- [What is needed]
Your output should be the entries below, exact in every detail.

(Stored data entries)
★ ★ ★ ★ ★ ★ ★

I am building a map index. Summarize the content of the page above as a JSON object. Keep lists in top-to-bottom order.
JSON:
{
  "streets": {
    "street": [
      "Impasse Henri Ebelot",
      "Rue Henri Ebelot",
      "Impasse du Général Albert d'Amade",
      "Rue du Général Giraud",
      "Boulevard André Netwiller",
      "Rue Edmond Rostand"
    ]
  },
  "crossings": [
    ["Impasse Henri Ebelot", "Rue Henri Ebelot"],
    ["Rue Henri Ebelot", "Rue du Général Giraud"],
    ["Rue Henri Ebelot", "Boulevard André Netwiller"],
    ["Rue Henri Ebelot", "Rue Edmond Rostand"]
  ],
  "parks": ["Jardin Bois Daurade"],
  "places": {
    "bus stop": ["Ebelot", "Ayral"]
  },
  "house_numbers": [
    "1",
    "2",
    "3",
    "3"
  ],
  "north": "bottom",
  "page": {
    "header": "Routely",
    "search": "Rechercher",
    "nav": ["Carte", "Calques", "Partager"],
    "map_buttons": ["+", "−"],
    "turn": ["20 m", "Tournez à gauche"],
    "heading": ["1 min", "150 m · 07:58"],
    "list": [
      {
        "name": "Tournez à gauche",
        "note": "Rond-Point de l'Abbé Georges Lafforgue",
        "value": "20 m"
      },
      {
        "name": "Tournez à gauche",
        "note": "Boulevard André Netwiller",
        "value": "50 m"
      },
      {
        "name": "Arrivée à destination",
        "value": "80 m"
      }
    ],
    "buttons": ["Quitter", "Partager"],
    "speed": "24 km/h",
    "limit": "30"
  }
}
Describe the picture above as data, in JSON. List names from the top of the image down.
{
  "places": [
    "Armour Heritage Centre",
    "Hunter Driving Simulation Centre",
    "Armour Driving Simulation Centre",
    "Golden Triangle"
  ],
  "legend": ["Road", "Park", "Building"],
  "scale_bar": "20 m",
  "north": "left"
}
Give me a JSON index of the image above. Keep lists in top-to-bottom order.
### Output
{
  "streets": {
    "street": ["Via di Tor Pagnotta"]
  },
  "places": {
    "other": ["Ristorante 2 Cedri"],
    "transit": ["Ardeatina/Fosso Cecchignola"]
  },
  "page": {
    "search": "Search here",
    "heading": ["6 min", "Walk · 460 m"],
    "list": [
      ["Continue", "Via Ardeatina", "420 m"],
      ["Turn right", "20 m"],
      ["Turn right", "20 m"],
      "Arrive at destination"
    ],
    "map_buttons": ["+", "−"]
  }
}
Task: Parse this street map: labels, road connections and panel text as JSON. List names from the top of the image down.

★ ★ ★ ★ ★ ★ ★

- [Answer for the task]
I am building a map index. Summarize the content of the page above as a JSON object. Keep lists in top-to-bottom order.
JSON:
{
  "streets": {
    "street": [
      "Impasse Henri Ebelot",
      "Rue Henri Ebelot",
      "Impasse du Général Albert d'Amade",
      "Rue du Général Giraud",
      "Boulevard André Netwiller",
      "Rue Edmond Rostand"
    ]
  },
  "crossings": [
    ["Impasse Henri Ebelot", "Rue Henri Ebelot"],
    ["Rue Henri Ebelot", "Rue du Général Giraud"],
    ["Rue Henri Ebelot", "Boulevard André Netwiller"],
    ["Rue Henri Ebelot", "Rue Edmond Rostand"]
  ],
  "parks": ["Jardin Bois Daurade"],
  "places": {
    "bus stop": ["Ebelot", "Ayral"]
  },
  "house_numbers": [
    "1",
    "2",
    "3",
    "3"
  ],
  "north": "bottom",
  "page": {
    "header": "Routely",
    "search": "Rechercher",
    "nav": ["Carte", "Calques", "Partager"],
    "map_buttons": ["+", "−"],
    "turn": ["20 m", "Tournez à gauche"],
    "heading": ["1 min", "150 m · 07:58"],
    "list": [
      {
        "name": "Tournez à gauche",
        "note": "Rond-Point de l'Abbé Georges Lafforgue",
        "value": "20 m"
      },
      {
        "name": "Tournez à gauche",
        "note": "Boulevard André Netwiller",
        "value": "50 m"
      },
      {
        "name": "Arrivée à destination",
        "value": "80 m"
      }
    ],
    "buttons": ["Quitter", "Partager"],
    "speed": "24 km/h",
    "limit": "30"
  }
}
Describe the picture above as data, in JSON. List names from the top of the image down.
{
  "places": [
    "Armour Heritage Centre",
    "Hunter Driving Simulation Centre",
    "Armour Driving Simulation Centre",
    "Golden Triangle"
  ],
  "legend": ["Road", "Park", "Building"],
  "scale_bar": "20 m",
  "north": "left"
}
Give me a JSON index of the image above. Keep lists in top-to-bottom order.
### Output
{
  "streets": {
    "street": ["Via di Tor Pagnotta"]
  },
  "places": {
    "other": ["Ristorante 2 Cedri"],
    "transit": ["Ardeatina/Fosso Cecchignola"]
  },
  "page": {
    "search": "Search here",
    "heading": ["6 min", "Walk · 460 m"],
    "list": [
      ["Continue", "Via Ardeatina", "420 m"],
      ["Turn right", "20 m"],
      ["Turn right", "20 m"],
      "Arrive at destination"
    ],
    "map_buttons": ["+", "−"]
  }
}
Task: Parse this street map: labels, road connections and panel text as JSON. List names from the top of the image down.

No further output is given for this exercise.